:: TASK GOAL ::
Lines of the data that contain the word "linecap" are the ones to copy.

(Collected data)

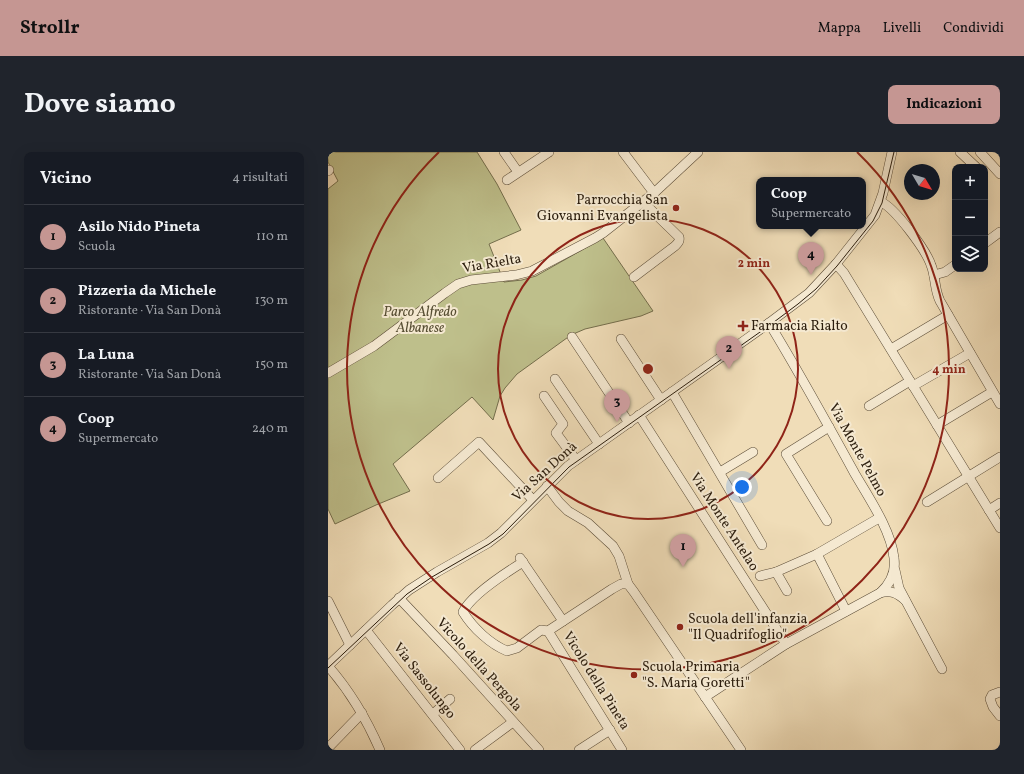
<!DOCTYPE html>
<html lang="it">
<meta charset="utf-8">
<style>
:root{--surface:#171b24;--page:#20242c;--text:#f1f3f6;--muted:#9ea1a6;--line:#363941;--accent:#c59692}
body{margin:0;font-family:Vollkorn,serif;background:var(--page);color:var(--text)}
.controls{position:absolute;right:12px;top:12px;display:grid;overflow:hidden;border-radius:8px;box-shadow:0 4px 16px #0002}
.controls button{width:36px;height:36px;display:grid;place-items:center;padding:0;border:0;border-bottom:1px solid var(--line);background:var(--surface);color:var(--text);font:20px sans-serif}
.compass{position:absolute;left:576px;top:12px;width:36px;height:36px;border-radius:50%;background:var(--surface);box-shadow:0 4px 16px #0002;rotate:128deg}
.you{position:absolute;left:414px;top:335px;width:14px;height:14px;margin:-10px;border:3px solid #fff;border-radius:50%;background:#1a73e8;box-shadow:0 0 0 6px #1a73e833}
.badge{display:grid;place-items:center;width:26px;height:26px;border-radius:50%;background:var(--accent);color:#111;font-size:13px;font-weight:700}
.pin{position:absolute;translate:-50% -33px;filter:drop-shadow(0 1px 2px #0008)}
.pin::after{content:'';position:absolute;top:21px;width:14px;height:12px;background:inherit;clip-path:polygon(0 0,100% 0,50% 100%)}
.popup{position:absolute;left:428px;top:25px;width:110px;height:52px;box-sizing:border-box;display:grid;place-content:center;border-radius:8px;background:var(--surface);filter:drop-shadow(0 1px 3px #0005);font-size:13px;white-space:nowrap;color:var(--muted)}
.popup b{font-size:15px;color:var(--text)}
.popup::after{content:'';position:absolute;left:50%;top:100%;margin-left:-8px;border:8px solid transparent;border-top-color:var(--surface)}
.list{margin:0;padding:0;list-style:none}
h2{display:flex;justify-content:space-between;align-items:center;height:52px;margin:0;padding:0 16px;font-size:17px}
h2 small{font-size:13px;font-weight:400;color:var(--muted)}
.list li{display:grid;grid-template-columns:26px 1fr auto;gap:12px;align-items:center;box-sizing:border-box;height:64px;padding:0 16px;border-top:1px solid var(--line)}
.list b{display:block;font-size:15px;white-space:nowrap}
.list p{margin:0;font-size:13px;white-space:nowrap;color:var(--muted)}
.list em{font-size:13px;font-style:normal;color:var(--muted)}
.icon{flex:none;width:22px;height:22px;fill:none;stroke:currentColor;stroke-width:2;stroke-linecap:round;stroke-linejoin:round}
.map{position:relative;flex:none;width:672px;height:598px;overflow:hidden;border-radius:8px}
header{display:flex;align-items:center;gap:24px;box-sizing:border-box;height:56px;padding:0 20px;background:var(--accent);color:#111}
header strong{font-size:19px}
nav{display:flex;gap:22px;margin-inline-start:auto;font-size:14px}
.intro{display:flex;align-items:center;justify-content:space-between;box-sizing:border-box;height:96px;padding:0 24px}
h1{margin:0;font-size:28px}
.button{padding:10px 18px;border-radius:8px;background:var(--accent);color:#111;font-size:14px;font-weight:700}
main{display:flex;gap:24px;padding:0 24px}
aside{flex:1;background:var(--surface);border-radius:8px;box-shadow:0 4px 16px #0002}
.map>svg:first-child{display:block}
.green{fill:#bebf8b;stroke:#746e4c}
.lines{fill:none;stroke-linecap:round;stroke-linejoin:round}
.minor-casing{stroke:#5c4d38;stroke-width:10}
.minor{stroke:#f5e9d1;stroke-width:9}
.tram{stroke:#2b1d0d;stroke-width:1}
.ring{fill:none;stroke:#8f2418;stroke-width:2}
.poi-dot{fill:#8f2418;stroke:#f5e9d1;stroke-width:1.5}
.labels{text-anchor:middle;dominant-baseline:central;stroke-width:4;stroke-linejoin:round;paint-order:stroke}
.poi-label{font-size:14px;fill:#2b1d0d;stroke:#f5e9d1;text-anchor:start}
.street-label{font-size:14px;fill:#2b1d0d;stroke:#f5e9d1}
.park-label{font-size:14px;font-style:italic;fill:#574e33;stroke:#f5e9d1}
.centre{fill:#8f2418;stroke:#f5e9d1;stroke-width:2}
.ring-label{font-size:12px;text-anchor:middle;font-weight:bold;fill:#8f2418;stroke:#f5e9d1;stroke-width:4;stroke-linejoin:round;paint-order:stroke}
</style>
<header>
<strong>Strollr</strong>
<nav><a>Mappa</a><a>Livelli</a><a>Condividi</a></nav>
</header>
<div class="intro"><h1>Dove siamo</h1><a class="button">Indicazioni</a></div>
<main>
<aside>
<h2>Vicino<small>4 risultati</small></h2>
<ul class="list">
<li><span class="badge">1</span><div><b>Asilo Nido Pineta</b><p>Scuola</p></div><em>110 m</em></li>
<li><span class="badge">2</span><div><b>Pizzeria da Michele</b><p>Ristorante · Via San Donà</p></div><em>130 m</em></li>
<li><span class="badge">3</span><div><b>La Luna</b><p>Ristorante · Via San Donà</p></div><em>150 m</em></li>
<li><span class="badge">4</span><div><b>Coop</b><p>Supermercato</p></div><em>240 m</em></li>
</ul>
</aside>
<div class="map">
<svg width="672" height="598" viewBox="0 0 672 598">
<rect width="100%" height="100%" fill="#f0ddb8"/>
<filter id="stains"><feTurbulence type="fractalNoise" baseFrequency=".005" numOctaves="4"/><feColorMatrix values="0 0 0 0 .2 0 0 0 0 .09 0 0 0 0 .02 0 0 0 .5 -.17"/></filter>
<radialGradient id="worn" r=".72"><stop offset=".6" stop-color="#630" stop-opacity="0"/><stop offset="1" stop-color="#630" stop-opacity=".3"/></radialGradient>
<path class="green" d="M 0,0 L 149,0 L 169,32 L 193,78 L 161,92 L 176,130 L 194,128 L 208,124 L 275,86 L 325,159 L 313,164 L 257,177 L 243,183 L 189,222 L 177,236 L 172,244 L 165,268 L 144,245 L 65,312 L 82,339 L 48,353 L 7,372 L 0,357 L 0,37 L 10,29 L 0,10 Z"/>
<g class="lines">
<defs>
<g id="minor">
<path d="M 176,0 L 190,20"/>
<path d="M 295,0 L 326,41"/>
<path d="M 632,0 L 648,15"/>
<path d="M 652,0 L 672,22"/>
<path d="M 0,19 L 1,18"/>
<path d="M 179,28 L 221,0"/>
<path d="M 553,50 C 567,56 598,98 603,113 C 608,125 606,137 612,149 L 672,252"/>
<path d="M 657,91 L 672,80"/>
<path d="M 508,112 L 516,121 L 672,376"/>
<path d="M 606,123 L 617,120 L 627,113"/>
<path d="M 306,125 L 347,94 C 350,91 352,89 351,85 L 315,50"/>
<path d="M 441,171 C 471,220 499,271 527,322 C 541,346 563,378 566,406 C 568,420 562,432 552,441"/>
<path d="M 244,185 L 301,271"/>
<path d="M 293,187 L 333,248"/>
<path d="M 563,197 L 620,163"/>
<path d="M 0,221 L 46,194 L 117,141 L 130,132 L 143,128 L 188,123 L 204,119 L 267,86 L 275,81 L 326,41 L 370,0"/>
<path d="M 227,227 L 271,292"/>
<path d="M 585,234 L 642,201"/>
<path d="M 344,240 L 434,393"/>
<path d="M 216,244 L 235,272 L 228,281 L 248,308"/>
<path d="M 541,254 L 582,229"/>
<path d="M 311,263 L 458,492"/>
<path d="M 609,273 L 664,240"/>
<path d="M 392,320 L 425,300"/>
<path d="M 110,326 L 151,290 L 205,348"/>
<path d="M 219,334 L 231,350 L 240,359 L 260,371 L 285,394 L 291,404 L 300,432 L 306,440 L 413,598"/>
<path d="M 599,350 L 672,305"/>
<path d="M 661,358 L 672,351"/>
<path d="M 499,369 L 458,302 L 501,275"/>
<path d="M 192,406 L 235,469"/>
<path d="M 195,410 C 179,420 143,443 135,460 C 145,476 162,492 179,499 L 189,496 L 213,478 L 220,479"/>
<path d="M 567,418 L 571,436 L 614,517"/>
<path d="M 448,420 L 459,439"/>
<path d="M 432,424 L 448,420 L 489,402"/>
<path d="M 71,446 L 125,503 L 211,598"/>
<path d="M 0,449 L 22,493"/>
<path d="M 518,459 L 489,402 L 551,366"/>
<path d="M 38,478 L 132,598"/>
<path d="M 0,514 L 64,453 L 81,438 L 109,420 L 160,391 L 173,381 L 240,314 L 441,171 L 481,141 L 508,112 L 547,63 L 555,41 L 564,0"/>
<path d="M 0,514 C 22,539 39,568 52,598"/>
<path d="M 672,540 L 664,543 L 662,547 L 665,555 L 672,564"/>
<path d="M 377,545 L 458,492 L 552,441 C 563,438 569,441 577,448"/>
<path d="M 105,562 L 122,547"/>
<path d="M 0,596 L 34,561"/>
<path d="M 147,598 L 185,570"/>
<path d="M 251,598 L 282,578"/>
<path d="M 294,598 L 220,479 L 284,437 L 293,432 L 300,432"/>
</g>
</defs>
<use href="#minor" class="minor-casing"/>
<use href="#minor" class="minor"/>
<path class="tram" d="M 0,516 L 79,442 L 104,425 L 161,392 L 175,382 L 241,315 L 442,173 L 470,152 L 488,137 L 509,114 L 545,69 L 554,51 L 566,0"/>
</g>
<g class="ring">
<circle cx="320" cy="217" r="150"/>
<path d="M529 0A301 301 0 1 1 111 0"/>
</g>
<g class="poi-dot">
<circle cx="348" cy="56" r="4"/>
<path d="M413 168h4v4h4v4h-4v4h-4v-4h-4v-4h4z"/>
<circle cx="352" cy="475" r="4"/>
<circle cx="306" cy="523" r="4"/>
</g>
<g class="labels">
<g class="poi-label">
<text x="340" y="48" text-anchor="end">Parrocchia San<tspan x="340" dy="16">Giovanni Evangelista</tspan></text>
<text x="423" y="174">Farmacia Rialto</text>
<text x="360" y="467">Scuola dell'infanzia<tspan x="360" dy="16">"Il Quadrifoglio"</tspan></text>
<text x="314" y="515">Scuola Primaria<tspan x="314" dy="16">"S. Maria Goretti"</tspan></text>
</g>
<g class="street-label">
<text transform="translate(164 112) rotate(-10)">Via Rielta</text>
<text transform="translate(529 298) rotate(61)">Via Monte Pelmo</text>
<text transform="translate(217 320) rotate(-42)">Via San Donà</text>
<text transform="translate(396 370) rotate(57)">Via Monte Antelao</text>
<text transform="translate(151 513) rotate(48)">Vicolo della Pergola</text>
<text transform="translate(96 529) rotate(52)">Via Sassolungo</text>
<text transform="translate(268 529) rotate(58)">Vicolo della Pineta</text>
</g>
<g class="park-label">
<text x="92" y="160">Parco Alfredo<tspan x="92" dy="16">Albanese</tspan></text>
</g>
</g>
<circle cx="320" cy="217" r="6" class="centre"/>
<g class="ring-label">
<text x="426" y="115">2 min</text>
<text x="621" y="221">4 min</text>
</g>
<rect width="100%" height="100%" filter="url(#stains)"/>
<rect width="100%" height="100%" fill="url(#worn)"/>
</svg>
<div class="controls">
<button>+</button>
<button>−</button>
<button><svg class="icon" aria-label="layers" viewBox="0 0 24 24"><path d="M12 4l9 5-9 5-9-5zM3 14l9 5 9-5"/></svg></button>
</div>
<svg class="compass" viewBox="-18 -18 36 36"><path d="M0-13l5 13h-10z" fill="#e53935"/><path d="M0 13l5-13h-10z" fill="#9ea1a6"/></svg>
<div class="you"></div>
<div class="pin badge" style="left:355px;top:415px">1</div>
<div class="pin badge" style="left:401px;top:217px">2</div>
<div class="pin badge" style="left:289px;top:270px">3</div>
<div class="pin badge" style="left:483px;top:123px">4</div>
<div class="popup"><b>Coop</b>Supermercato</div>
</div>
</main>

:: RESPONSE FOR THIS EXERCISE ::
.icon{flex:none;width:22px;height:22px;fill:none;stroke:currentColor;stroke-width:2;stroke-linecap:round;stroke-linejoin:round}
.lines{fill:none;stroke-linecap:round;stroke-linejoin:round}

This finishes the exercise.